At 12.30am I was walking home. The end of Manhattan avenue was filled with the smell of baking bread. I slowed down to savor it and to look at the building. I’m not sure which side is the front because I’ve walked down the other block and it looks the same, a red and white mosaic sign above the door that says New Warsaw Bakery. I’ve noticed the bread in the many local bakeries. I like the way of life that includes buying one’s bread everyday. As I stand under the sign, I look down and there is an open door with a tall rack in front of it, and I can see a huge oven, many feet wide, and a conveyor that extends to the other end of the building. The conveyor ascends away from me and on on it are a couple hundred shining new oval loaves.
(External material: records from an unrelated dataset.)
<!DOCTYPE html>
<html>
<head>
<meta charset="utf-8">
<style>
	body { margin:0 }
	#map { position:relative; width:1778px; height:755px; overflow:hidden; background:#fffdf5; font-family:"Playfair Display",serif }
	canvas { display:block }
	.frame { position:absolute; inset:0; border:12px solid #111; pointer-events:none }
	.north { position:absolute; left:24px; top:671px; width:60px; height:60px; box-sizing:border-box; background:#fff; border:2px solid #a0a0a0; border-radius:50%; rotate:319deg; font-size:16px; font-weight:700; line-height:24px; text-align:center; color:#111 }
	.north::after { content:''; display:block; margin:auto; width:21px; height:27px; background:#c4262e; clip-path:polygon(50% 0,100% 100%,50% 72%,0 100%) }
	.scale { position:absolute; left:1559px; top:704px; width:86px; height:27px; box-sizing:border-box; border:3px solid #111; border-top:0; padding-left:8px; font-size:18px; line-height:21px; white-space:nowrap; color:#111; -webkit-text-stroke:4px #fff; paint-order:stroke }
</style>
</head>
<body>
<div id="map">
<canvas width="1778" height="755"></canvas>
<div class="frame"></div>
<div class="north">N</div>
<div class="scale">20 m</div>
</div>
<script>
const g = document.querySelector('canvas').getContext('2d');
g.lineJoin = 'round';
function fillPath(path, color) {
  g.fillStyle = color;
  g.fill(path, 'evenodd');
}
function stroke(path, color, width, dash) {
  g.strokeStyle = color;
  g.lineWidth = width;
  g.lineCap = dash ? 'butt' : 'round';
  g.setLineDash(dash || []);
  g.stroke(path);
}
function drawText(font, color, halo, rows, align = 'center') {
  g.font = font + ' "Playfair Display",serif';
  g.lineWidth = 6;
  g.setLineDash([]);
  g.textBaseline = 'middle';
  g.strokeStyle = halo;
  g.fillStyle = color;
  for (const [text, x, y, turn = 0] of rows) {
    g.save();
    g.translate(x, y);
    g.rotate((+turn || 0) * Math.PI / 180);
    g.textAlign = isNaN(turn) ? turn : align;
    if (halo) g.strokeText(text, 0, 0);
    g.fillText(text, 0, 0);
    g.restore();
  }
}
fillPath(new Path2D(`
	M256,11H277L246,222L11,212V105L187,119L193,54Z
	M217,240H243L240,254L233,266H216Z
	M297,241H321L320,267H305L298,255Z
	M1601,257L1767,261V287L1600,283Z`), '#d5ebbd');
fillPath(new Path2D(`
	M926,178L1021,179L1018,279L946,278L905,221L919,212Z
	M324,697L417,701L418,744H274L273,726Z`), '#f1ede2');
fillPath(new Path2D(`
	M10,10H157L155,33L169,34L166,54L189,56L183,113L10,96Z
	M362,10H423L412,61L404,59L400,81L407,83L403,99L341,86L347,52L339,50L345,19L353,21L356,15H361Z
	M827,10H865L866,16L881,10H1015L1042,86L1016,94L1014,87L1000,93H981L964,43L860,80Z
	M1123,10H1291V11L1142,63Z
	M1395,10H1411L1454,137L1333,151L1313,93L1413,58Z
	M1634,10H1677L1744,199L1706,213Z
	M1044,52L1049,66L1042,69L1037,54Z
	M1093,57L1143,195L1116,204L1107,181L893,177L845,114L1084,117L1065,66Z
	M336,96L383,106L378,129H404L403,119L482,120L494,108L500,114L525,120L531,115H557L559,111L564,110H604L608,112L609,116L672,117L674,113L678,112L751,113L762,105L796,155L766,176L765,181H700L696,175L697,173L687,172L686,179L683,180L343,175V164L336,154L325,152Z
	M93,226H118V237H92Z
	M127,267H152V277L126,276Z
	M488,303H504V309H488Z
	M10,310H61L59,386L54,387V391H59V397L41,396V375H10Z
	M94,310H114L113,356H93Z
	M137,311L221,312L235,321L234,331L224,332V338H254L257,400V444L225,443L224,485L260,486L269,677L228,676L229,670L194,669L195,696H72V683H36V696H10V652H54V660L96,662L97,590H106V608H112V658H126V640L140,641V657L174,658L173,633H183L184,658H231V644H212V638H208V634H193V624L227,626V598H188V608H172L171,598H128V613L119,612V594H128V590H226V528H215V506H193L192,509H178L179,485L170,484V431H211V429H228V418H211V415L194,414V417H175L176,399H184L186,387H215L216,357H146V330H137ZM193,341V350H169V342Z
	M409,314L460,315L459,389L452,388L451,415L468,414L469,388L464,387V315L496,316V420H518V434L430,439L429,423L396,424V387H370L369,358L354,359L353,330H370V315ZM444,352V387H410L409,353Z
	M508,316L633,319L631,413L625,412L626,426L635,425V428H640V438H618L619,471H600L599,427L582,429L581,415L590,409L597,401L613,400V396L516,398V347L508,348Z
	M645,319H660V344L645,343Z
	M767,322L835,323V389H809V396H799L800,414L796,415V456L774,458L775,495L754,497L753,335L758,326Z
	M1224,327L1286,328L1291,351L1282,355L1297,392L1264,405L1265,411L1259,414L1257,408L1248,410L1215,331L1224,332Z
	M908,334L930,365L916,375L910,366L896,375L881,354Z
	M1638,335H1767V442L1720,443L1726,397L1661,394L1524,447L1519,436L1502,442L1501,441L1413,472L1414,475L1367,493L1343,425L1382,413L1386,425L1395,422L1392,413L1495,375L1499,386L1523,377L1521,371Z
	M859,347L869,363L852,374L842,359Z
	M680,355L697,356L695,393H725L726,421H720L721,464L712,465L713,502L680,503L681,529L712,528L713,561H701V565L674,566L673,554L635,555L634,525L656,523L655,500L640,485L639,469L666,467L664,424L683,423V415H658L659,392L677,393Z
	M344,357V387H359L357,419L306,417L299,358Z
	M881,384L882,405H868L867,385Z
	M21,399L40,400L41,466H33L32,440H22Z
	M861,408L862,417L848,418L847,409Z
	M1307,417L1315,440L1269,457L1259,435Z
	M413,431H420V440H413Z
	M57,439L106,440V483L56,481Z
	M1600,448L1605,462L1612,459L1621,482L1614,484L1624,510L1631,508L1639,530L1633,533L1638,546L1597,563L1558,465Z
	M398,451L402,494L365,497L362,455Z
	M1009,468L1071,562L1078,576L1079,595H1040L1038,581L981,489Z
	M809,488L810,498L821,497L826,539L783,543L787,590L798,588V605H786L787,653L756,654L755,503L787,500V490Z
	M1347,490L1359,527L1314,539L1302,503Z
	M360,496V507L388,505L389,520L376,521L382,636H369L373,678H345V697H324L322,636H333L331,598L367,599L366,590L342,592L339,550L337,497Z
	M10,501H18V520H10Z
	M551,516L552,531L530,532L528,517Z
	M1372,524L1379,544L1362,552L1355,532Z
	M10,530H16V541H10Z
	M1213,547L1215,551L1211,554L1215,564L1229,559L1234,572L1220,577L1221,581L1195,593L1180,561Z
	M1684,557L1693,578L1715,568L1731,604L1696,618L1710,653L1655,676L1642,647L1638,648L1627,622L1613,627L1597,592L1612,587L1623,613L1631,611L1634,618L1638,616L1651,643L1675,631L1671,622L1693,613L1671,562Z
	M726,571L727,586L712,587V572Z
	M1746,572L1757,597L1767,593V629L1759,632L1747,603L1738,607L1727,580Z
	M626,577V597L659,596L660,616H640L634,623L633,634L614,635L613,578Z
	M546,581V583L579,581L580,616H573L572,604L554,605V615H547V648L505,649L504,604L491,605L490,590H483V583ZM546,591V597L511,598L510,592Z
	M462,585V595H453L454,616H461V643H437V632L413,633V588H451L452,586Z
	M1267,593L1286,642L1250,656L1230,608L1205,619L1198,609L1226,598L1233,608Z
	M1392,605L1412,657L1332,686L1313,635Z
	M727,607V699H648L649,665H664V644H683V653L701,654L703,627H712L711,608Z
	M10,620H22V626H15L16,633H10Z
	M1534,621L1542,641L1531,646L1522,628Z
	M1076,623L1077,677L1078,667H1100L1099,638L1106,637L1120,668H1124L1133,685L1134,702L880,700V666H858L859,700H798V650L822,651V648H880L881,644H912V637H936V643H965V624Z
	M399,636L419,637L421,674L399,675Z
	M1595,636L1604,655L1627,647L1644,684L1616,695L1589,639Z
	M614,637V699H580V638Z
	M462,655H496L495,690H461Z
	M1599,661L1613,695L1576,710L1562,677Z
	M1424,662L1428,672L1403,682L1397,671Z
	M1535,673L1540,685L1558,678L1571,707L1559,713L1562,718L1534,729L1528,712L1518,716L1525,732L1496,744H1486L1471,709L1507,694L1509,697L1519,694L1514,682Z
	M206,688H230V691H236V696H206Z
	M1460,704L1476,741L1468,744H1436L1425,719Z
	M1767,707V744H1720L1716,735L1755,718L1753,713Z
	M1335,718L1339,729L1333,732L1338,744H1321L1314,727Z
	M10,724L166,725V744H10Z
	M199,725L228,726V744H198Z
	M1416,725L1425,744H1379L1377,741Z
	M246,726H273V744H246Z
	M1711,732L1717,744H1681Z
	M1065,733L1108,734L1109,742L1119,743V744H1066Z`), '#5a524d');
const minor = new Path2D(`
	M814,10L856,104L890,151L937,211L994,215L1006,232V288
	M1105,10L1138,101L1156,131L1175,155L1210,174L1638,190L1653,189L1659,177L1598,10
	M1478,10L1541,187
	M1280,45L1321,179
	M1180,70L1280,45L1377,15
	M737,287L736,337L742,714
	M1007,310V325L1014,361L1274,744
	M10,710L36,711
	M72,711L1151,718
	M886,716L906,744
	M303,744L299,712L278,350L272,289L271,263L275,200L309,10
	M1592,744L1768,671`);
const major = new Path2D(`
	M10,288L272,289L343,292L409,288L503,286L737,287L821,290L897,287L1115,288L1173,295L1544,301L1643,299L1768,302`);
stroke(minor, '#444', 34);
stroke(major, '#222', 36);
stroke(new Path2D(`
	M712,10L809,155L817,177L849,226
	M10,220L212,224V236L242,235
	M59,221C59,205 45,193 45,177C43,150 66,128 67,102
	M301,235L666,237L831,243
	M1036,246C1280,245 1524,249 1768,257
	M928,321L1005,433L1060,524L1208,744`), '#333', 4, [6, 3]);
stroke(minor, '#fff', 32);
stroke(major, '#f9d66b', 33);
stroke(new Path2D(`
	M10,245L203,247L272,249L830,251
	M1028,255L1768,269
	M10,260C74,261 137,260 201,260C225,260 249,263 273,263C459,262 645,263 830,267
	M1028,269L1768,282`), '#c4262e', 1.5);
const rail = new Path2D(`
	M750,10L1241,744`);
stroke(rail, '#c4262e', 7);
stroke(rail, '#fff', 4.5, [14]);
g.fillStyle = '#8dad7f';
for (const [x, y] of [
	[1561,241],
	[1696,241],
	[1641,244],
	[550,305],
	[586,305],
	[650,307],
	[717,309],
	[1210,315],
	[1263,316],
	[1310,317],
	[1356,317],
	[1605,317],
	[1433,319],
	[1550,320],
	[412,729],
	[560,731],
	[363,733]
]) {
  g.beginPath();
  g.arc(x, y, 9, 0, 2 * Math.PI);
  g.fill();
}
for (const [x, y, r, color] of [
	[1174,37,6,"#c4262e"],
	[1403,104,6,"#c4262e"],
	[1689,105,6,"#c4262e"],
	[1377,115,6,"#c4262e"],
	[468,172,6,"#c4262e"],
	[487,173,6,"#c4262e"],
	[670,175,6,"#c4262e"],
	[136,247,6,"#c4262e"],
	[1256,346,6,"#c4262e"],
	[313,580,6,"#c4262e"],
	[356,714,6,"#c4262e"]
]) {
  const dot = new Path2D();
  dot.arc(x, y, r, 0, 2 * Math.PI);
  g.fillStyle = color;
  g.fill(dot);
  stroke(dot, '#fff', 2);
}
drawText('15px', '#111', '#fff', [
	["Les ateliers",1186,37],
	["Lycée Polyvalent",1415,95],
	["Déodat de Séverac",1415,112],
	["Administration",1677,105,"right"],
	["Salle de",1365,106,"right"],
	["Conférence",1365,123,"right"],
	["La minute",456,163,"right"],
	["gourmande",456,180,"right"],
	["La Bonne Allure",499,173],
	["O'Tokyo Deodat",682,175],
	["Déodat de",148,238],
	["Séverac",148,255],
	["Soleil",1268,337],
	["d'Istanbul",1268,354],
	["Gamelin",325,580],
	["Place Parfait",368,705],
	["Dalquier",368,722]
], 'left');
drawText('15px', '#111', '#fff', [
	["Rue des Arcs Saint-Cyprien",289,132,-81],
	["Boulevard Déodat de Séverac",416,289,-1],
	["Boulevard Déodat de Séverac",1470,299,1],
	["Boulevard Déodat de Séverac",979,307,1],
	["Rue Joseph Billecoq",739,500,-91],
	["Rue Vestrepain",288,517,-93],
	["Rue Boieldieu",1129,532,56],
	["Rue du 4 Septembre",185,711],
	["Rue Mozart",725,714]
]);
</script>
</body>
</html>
There is an old man sitting below the belt far in the back and he sees me and gets up. I wasn’t sure if he was coming over, but I continued to stand and he appeared with a greeting and slid the rack away. I said, “it smells good here”. “Oh it must be me”, he smiled. I asked if I could buy one, and he said “now? ok, two dollars”. He reaches over to the belt and puts a gleaming loaf in a big brown paper sack like a grocery bag. As I walk home I tear off little bits of it to eat. The crust is salty and the inside is hot and fluffy. The bread is much bigger than I expected and as I carry it on my hip, it feels like a warm, heavy, living being.

Wednesday, August 09, 2006

Stay Hungry

Welcome to Marinationwide. Here I will document my adventures and share lists, pictures, recipes, and writings on things that count. Salud!